The entries below contain a line with "ctx.lineWidth = 3.5;" and a line with "M1313 0H1362L1288 56 1270 32Z". Retype exactly everything from the first down to the second, both included, and nothing else.
--------
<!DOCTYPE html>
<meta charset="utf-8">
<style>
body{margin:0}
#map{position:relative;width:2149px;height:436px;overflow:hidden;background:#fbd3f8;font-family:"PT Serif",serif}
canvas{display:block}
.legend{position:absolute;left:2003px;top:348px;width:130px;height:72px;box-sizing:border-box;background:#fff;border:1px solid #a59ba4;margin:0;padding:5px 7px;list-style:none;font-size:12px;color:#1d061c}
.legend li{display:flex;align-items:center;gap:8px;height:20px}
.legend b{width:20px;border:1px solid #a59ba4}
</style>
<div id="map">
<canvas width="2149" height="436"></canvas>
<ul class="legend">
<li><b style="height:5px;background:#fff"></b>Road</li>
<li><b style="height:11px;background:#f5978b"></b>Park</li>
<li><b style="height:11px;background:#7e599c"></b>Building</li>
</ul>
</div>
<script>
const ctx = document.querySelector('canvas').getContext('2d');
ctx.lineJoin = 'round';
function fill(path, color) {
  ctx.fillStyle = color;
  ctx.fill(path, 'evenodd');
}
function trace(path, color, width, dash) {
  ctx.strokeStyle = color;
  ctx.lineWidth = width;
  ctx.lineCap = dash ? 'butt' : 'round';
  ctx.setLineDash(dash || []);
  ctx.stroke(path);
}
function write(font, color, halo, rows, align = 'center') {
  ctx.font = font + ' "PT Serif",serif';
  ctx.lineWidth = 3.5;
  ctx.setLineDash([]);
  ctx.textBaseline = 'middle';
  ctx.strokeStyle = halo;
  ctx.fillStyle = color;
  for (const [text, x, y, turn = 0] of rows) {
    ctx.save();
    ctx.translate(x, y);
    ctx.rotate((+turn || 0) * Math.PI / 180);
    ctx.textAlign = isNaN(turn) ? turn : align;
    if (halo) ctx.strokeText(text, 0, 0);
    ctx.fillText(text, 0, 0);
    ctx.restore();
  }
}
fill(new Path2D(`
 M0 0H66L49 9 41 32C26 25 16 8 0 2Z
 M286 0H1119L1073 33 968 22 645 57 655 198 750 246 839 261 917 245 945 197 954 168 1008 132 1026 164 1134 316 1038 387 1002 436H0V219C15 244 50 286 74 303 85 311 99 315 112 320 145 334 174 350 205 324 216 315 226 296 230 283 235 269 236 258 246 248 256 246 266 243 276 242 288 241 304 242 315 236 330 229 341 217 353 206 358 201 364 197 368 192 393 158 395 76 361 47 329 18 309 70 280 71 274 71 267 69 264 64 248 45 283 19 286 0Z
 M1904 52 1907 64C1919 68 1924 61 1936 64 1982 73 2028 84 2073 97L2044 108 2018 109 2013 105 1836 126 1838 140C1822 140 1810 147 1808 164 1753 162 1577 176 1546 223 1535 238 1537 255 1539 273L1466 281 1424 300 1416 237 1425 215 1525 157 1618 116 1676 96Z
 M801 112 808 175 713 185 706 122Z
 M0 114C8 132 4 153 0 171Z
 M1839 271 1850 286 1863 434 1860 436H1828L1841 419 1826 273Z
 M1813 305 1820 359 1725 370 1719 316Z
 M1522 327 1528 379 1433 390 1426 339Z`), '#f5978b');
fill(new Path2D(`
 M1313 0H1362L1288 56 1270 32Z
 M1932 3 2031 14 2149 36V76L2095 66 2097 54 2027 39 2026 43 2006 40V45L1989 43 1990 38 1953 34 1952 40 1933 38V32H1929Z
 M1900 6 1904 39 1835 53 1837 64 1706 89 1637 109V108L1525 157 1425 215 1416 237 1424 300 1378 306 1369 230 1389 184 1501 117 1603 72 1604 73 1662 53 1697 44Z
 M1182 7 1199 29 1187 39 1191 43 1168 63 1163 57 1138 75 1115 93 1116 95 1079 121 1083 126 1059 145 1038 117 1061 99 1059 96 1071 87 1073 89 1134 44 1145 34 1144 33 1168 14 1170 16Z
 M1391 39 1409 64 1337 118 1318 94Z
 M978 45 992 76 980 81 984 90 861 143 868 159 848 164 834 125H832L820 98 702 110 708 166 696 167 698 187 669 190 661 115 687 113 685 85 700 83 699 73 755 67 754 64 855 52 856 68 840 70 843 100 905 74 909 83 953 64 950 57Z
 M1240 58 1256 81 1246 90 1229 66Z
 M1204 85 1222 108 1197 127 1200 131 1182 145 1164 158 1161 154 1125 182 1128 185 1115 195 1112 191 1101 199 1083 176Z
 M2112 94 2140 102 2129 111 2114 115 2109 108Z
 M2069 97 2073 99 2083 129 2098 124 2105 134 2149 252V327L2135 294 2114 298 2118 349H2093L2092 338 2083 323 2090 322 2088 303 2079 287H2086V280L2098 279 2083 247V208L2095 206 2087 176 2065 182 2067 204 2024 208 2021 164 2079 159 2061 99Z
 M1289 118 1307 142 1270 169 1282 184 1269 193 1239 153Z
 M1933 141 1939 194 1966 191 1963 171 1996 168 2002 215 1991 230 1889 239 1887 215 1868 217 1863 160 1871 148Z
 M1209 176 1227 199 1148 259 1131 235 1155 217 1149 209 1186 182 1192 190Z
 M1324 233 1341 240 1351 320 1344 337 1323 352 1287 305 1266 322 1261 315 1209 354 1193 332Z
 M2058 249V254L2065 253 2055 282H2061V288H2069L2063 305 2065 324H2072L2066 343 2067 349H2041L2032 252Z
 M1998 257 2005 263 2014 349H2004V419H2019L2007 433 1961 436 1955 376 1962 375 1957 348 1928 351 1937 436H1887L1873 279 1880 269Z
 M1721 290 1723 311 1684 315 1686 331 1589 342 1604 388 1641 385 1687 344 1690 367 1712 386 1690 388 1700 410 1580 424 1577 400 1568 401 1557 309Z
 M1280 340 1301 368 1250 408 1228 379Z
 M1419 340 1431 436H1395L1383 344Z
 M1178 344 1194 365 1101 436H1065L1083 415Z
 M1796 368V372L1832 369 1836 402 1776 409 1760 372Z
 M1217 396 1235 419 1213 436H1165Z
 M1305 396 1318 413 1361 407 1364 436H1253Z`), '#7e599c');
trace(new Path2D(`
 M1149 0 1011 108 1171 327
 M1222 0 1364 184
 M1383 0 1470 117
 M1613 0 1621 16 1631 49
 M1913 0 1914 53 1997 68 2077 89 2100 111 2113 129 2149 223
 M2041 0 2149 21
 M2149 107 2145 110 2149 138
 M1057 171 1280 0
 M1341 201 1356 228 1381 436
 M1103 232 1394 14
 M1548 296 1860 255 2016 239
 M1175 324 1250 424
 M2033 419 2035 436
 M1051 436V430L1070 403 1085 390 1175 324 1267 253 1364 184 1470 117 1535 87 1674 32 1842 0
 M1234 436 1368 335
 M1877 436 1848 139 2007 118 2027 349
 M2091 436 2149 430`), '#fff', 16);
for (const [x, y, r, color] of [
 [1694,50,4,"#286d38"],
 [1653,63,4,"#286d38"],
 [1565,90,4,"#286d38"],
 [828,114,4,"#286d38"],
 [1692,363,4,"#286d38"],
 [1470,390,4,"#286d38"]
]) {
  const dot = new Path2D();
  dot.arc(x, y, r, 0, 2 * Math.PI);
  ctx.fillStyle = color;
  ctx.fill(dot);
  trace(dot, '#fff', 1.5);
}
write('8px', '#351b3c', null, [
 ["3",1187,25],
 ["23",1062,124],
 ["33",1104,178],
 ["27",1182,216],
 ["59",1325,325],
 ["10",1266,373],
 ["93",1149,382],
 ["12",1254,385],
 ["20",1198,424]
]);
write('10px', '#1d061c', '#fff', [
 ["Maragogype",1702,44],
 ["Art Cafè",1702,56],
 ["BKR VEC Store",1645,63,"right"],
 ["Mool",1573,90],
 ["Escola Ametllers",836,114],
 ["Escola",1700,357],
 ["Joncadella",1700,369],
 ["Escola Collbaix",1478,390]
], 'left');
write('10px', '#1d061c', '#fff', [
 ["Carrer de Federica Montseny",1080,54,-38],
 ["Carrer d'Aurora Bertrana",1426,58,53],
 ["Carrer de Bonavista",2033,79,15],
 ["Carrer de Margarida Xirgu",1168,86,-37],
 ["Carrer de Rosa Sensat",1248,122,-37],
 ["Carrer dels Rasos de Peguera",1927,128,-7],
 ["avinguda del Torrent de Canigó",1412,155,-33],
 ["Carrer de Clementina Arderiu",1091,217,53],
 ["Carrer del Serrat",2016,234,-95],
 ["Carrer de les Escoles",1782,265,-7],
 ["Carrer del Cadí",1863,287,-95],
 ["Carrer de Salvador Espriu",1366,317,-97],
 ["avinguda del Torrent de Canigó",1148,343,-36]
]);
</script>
--------
-- Answer space --
  ctx.lineWidth = 3.5;
  ctx.setLineDash([]);
  ctx.textBaseline = 'middle';
  ctx.strokeStyle = halo;
  ctx.fillStyle = color;
  for (const [text, x, y, turn = 0] of rows) {
    ctx.save();
    ctx.translate(x, y);
    ctx.rotate((+turn || 0) * Math.PI / 180);
    ctx.textAlign = isNaN(turn) ? turn : align;
    if (halo) ctx.strokeText(text, 0, 0);
    ctx.fillText(text, 0, 0);
    ctx.restore();
  }
}
fill(new Path2D(`
 M0 0H66L49 9 41 32C26 25 16 8 0 2Z
 M286 0H1119L1073 33 968 22 645 57 655 198 750 246 839 261 917 245 945 197 954 168 1008 132 1026 164 1134 316 1038 387 1002 436H0V219C15 244 50 286 74 303 85 311 99 315 112 320 145 334 174 350 205 324 216 315 226 296 230 283 235 269 236 258 246 248 256 246 266 243 276 242 288 241 304 242 315 236 330 229 341 217 353 206 358 201 364 197 368 192 393 158 395 76 361 47 329 18 309 70 280 71 274 71 267 69 264 64 248 45 283 19 286 0Z
 M1904 52 1907 64C1919 68 1924 61 1936 64 1982 73 2028 84 2073 97L2044 108 2018 109 2013 105 1836 126 1838 140C1822 140 1810 147 1808 164 1753 162 1577 176 1546 223 1535 238 1537 255 1539 273L1466 281 1424 300 1416 237 1425 215 1525 157 1618 116 1676 96Z
 M801 112 808 175 713 185 706 122Z
 M0 114C8 132 4 153 0 171Z
 M1839 271 1850 286 1863 434 1860 436H1828L1841 419 1826 273Z
 M1813 305 1820 359 1725 370 1719 316Z
 M1522 327 1528 379 1433 390 1426 339Z`), '#f5978b');
fill(new Path2D(`
 M1313 0H1362L1288 56 1270 32Z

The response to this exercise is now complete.